A new winter road safety campaign is being rolled out in the North West warning drivers they could be putting their lives at risk if they use the hard shoulder to undertake gritters.
Highways England’s gritter drivers have noticed a growing problem with road users veering into the hard shoulder to avoid being struck by salt, risking a collision with a stationary vehicle and causing a hazard when gritters try to come off at junctions.
The latest statistics show that, on average, 16 people lose their lives every year as a result of collisions on hard shoulders or in laybys across England, and 45 suffer a serious injury. Drivers are being asked not to take unnecessary risks this winter to help keep the region’s motorways and major A roads moving and safe.
Gritters usually travel at 40mph in the middle lane when they are spreading salt on a three-lane motorway, treating the lane they are in and one lane on either side. Drivers are being advised to only pass a gritter when it is safe to do so, avoiding using the hard shoulder and checking for hazards ahead.
Phil Smith, 40, from Lancaster, has been driving gritters for a decade. He is based at Highways England’s depot in Garstang, where a new 36-metre-wide salt barn has recently been completed with a capacity for 8,000 tonnes of salt. Phil said:
“It is scary when you’re out on the road and you witness a near-miss. You see drivers doing 70 or 80 miles per hour on the hard shoulder without thinking about what would happen if they hit some debris or another vehicle, or just couldn’t pull back in if there was a car or lorry in their way.
“I remember one time there being a lorry going past my vehicle on the hard shoulder and it swerving back in just in time to avoid hitting a broken down car. Another time a car was undertaking on a section on the M6 near Lancaster where the hard shoulder tapers off as the motorway goes under a bridge. You just think ‘what if’ when you see something like that happen.

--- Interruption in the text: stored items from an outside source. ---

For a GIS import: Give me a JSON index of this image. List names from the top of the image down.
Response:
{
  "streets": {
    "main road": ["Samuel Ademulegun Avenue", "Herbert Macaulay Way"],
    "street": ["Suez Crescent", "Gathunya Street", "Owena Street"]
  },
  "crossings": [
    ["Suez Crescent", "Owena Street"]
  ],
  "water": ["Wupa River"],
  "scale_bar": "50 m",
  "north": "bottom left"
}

“The majority of drivers respect what we do and give us space, only passing when it’s safe to do so. But a few seem to think we’re just there to get in the way and don’t realise we need to be in the middle lane so that we’re able to spread salt on all three lanes of a motorway.
“I’d just encourage drivers who are on the roads when the temperatures are near freezing to allow extra time for their journeys, and not to put their lives at risk by using the hard shoulder to undertake just to avoid getting a bit of salt on their vehicles.”
More than 44,000 tonnes of salt is currently being stored at 19 depots across the North West, enough to cover more than 98,000 miles of motorway – equivalent to travelling nearly four times around the world.
Salt supplies will be topped up throughout the winter and a total of 73 gritters are also on standby in the North West to start spreading salt when temperatures are forecast to dip below freezing, with drivers able to treat every metre of motorway in the region every three hours.
Motorists and other road users are also being asked to play their part by driving sensibly and making sure they have a winter kit in their vehicles, including an ice scraper and de-icer, warm clothes and blankets, and sunglasses to cope with the low winter sun.
Andrew Olive, Winter Services Manager at Highways England, added:
“Our gritter drivers will be out in all weathers again this winter and we’re encouraging road users to do their bit to help keep the region’s motorways and major A roads moving.
“The vast majority of people support our gritter drivers by keeping back a sensible distance and only passing when it’s safe to do so, but a few have been putting themselves and others at risk by using the hard shoulder to undertake gritters.
“We’re also encouraging drivers to make sure they’ve got a winter kit in their vehicle so they don’t get caught out by the weather. That could be as simple as having a pair of sunglasses in the glove locker so you’re not struggling to see in the low winter sun.”
More details on staying safe on the roads this winter are available at www.metoffice.gov.uk/winterhighways.